Where the string "الايمان" occurs in a line of the data below, that line should be copied.

** Opening Input material block **

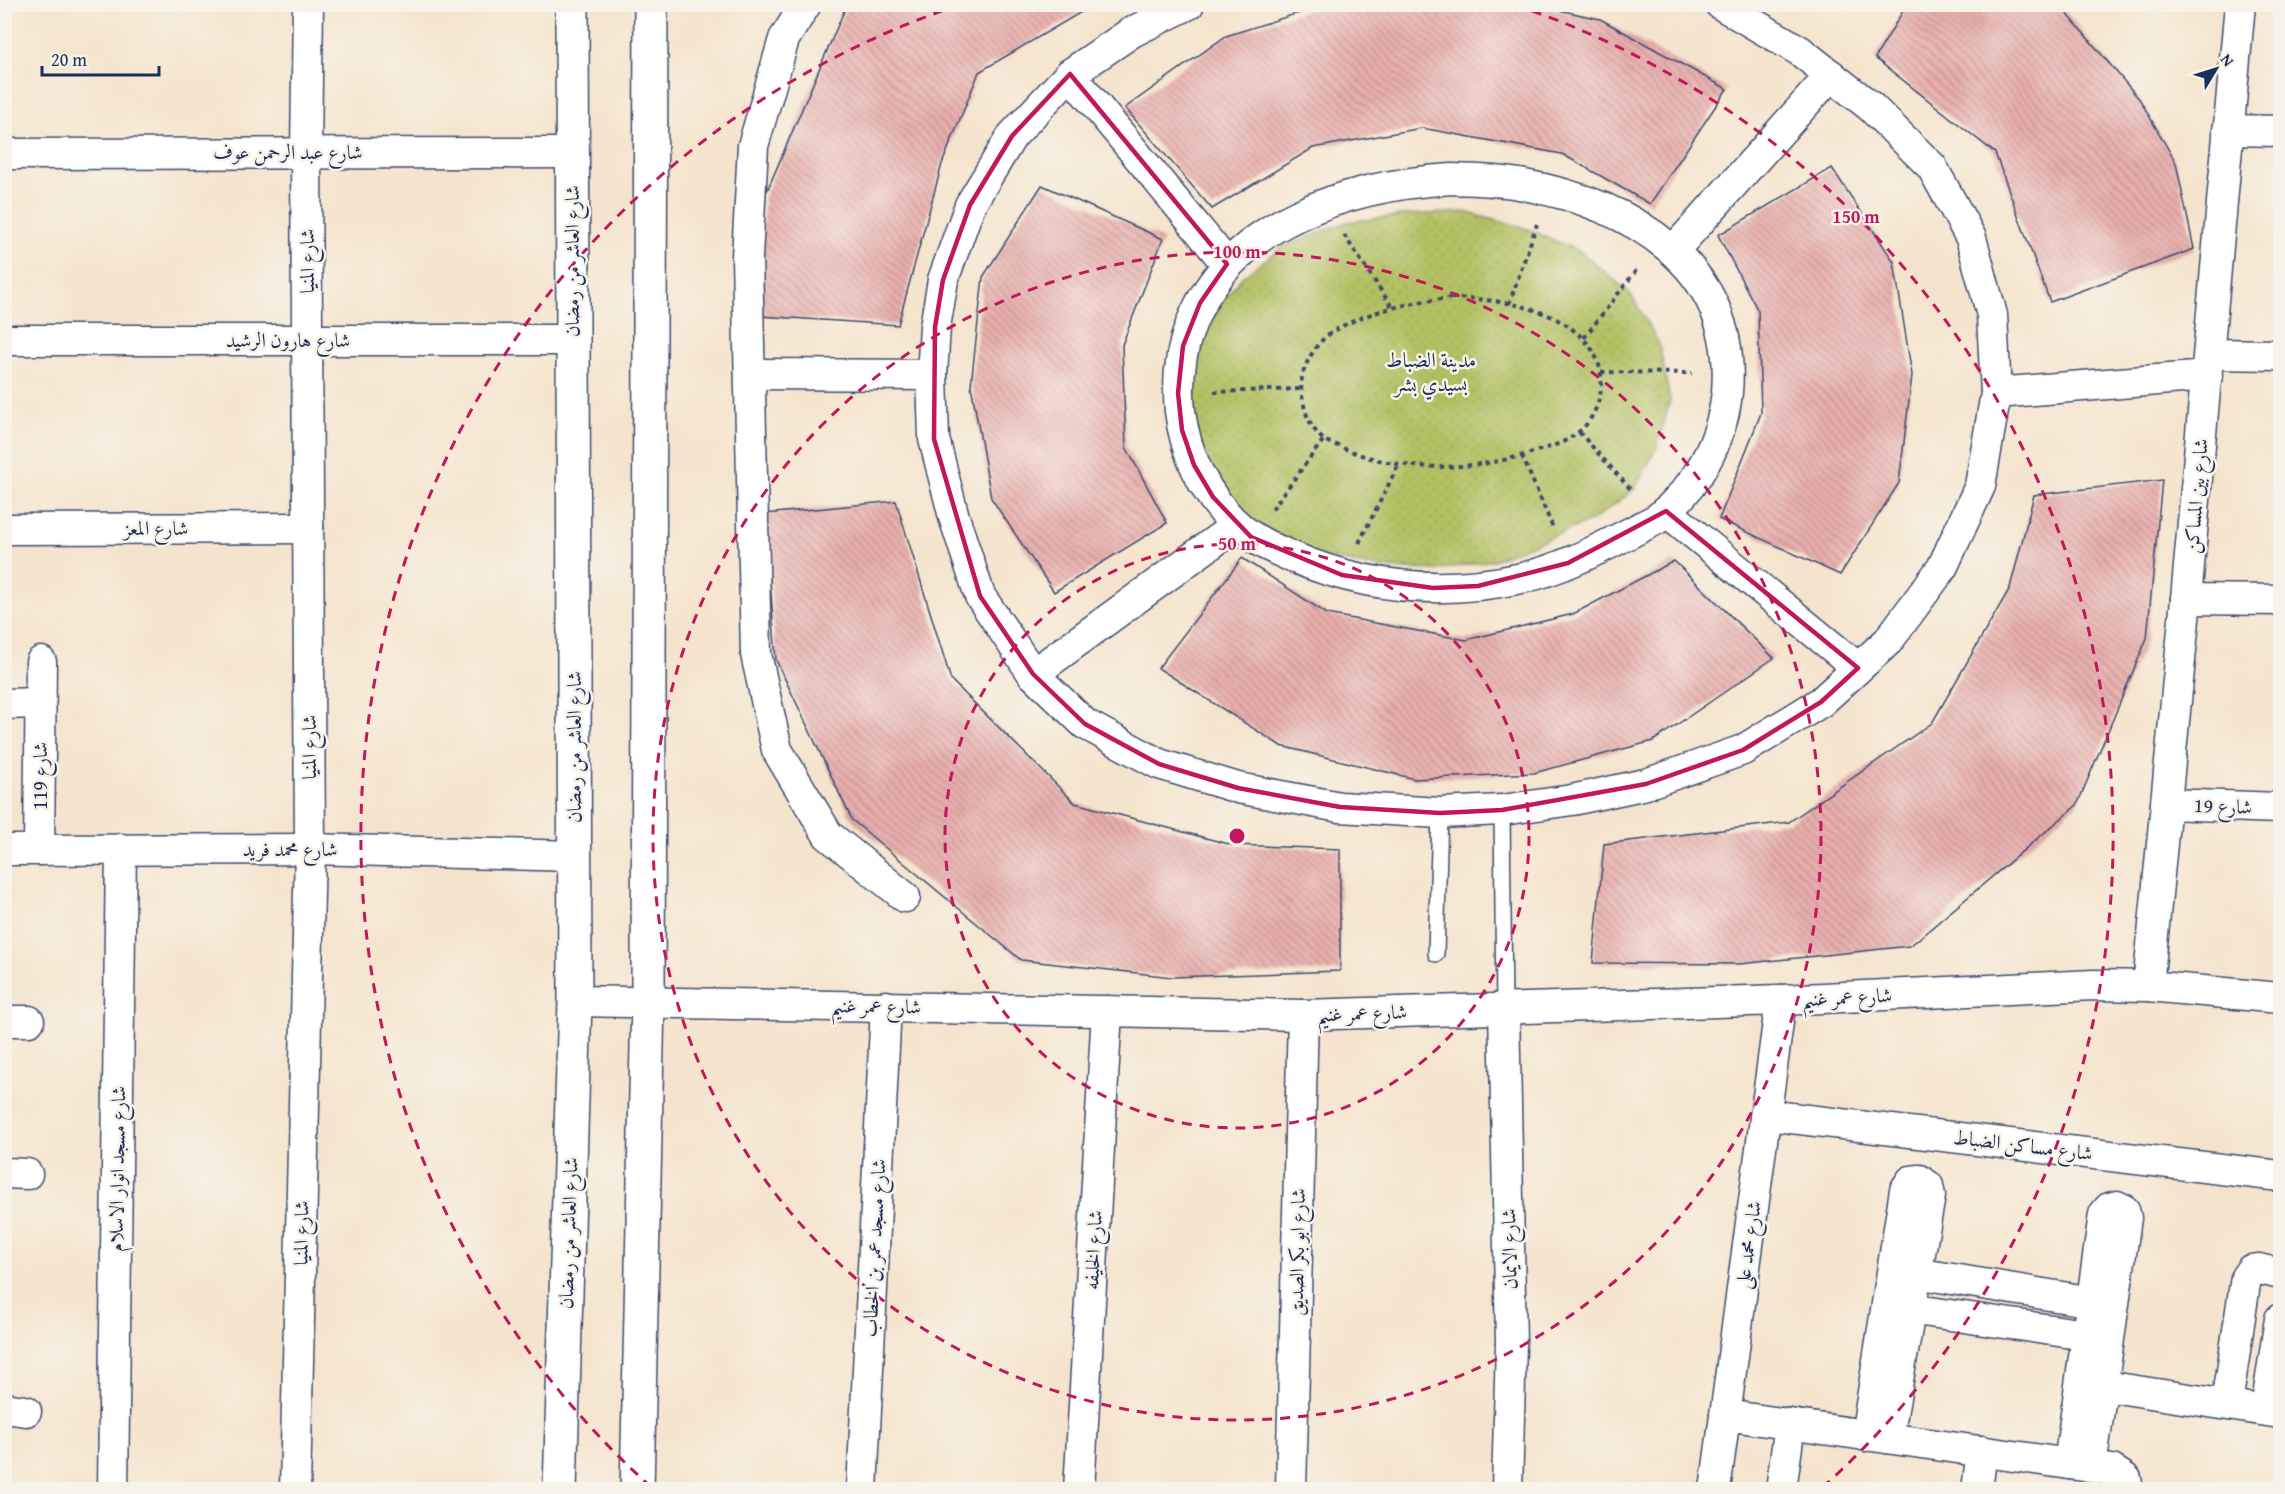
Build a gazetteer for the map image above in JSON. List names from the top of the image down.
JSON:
{
  "streets": {
    "street": [
      "شارع عبد الرحمن عوف",
      "شارع المنيا",
      "شارع العاشر من رمضان",
      "شارع هارون الرشيد",
      "شارع بين المساكن",
      "شارع المعز",
      "شارع 119",
      "شارع 19",
      "شارع محمد فريد",
      "شارع عمر غنيم",
      "شارع مساكن الضباط",
      "شارع مسجد انوار الاسلام",
      "شارع محمد على",
      "شارع مسجد عمر بن الخطاب",
      "شارع الايمان",
      "شارع الخليفه",
      "شارع ابو بكر الصديق"
    ]
  },
  "crossings": [
    ["شارع عبد الرحمن عوف", "شارع المنيا"],
    ["شارع عبد الرحمن عوف", "شارع العاشر من رمضان"],
    ["شارع المنيا", "شارع هارون الرشيد"],
    ["شارع المنيا", "شارع المعز"],
    ["شارع المنيا", "شارع محمد فريد"],
    ["شارع العاشر من رمضان", "شارع هارون الرشيد"],
    ["شارع العاشر من رمضان", "شارع محمد فريد"],
    ["شارع العاشر من رمضان", "شارع عمر غنيم"],
    ["شارع بين المساكن", "شارع 19"],
    ["شارع بين المساكن", "شارع عمر غنيم"],
    ["شارع 119", "شارع محمد فريد"],
    ["شارع محمد فريد", "شارع مسجد انوار الاسلام"],
    ["شارع عمر غنيم", "شارع محمد على"],
    ["شارع عمر غنيم", "شارع مسجد عمر بن الخطاب"],
    ["شارع عمر غنيم", "شارع الايمان"],
    ["شارع عمر غنيم", "شارع الخليفه"],
    ["شارع عمر غنيم", "شارع ابو بكر الصديق"],
    ["شارع مساكن الضباط", "شارع محمد على"]
  ],
  "districts": ["مدينة الضباط بسيدي بشر"],
  "scale_bar": "20 m",
  "north": "top right",
  "rings": ["150 m", "100 m", "50 m"]
}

** Closing Input material block **

### [Exercise output]
      "شارع الايمان",
    ["شارع عمر غنيم", "شارع الايمان"],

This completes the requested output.